Кстати о принце де Фуа, раз уж о нем зашла речь, он принадлежал к некой компании человек в двенадцать-пятнадцать, а также к более узкому кружку из четырех человек. У компании из двенадцати-пятнадцати была та особенность, что в ней все молодые люди имели как бы два лица (впрочем, к принцу это как раз не относилось). Долгов у них куры не клевали, и поставщики считали их полными ничтожествами, несмотря на удовольствие обращаться к ним: «ваше сиятельство, ваша светлость, ваше высочество…» Все они надеялись выйти из положения благодаря пресловутому «выгодному браку», называемому иногда также «бешеные деньги», а поскольку огромных приданых, которых они вожделели, было у них в виду всего-то пять или шесть, на каждую невесту нацеливалось исподтишка сразу по нескольку претендентов. И все они так тщательно держали язык за зубами, что, когда один из них являлся в кафе со словами: «Мои драгоценные друзья, я слишком вас люблю, чтобы утаивать от вас мою помолвку с мадмуазель д’Амбрезак», у нескольких друзей вырывался вопль, потому что кое-кто считал, что его самого ждет женитьба на этой самой мадмуазель д’Амбрезак, и не в силах был сохранить хладнокровие настолько, чтобы удержаться от стона ярости и скрыть изумление: «Ну как, Биби, рад, что женишься?» — восклицал потрясенный принц де Шательро, не умея промолчать и с горя роняя вилку, ведь он-то рассчитывал, что вскоре будет объявлено о помолвке этой же девицы, но с ним, Шательро. И ведь одному Богу известно, сколько всяких нелестных вещей наговорил его отец семейству Амбрезак о матери Биби. «Ну как, рад, что женишься?» — невольно повторял он, а Биби, лучше подготовленный, благо у него было вдоволь времени, чтобы выработать линию поведения, с тех пор как помолвка стала «почти официальной», с улыбкой отвечал: «Я рад не тому, что женюсь, вот уж чего мне никогда не хотелось, я рад, что назову женой очаровательную Дези д’Амбрезак». Пока он это произносил, г-н де Шательро успевал взять себя в руки, а сам уже прикидывал, что следует как можно скорее развернуться в сторону мадмуазель де Канург или мисс Фостер, прекрасных партий номер два и три, кредиторов, ожидавших его женитьбы на Амбрезак, попросить, чтобы они еще потерпели, а всем тем, кого раньше уверял, что мадмуазель д’Амбрезак прелестна, объяснить, что этот брак хорош для Биби, а он-то рассорился бы со всеми родными, если бы на ней женился. Он им расскажет, как г-жа де Солеон даже пригрозила, что не будет их у себя принимать.

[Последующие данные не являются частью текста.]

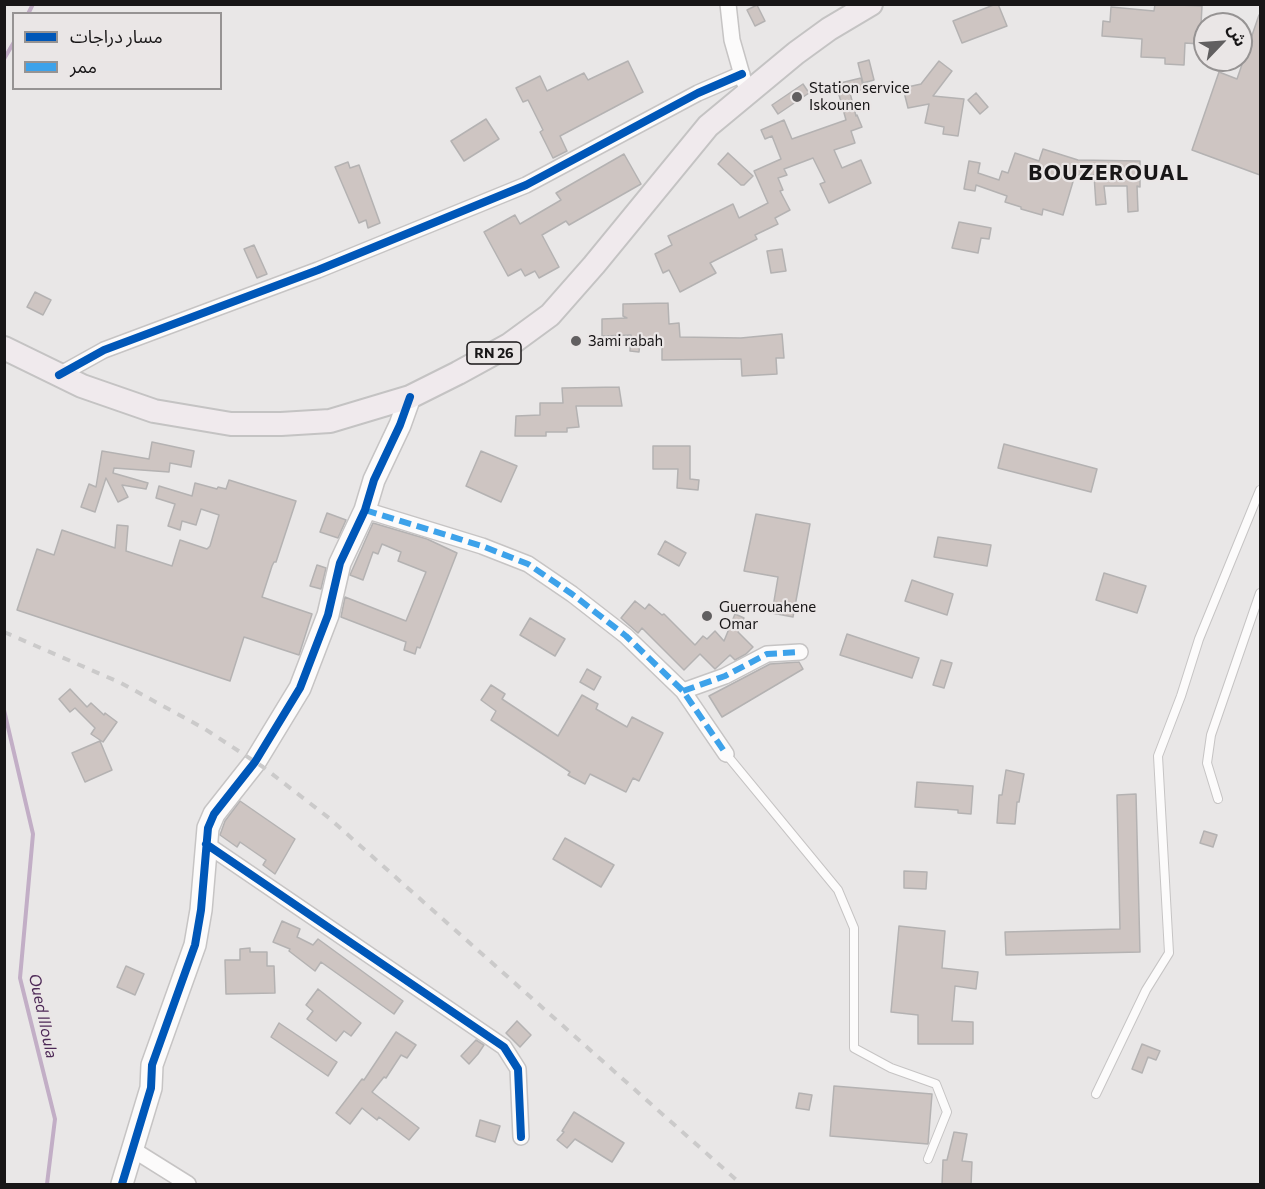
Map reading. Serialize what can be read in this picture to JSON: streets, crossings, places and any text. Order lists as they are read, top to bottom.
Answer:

Но если в глазах поставщиков, рестораторов и тому подобное они были особами незначительными, в свете, напротив, этих двуликих юношей никто не осуждал ни за расстроенные состояния, ни за малопочтенные способы поправить дела. В свете они опять оказывались его высочеством принцем, его светлостью герцогом таким-то, и значение имела только древность их рода. Герцог-миллиардер или почти миллиардер, у которого было все, что душе угодно, оказывался ниже, чем они, потому что их предки были некогда монархами в своих землях, имели право чеканить монету и так далее. Часто в этом кафе, когда один из них входил, другой опускал глаза, чтобы вновь прибывшему не приходилось ему кланяться. А дело было в том, что он обедал с банкиром, которого пригласил в воображаемой своей погоне за богатством. Каждый раз, когда светский человек входит в подобные отношения с банкиром, это обходится ему в сотню тысяч франков, что не мешает ему пытать счастья со следующим банкиром. Эти юноши никогда не сдаются и не теряют надежды.
Однако принц де Фуа был и сам богат и принадлежал не только к изысканной компании пятнадцати юношей, но и к более замкнутому кружку, состоявшему из четырех неразлучных друзей, в число коих входил и Сен-Лу. Их никогда не приглашали порознь, их прозвали четырьмя сердцеедами, на гулянии они всегда держались вместе, в замках им отводили смежные спальни, и даже ходили слухи, будто их соединяет больше чем простая дружба, тем более что все четверо были очень хороши собой. Я был готов самым категорическим образом опровергнуть эти слухи в отношении Сен-Лу. Но вот что удивительно: хотя позже выяснилось, что слухи эти справедливы по отношению ко всей четверке, тем не менее каждый из юношей пребывал в полном неведении относительно трех остальных. А ведь каждый из них старался разузнать о других как можно больше — не то из любопытства или, вернее, из злорадства, не то желая помешать женитьбе друга, не то получить перевес, проникнув в его секрет. К этим четырем образцовым и несравненным платоникам на какое-то время добавился пятый (потому что в кружках из четырех друзей участников всегда бывает больше четырех). Но по религиозным соображениям вел он себя весьма сдержанно, и тогда, и позже, когда кружок четырех уже распался, а сам он женился, обзавелся потомством и ездил в Лурд молиться о том, чтобы следующий новорожденный оказался сыном или дочкой, — и все-таки в перерывах набрасывался на военных.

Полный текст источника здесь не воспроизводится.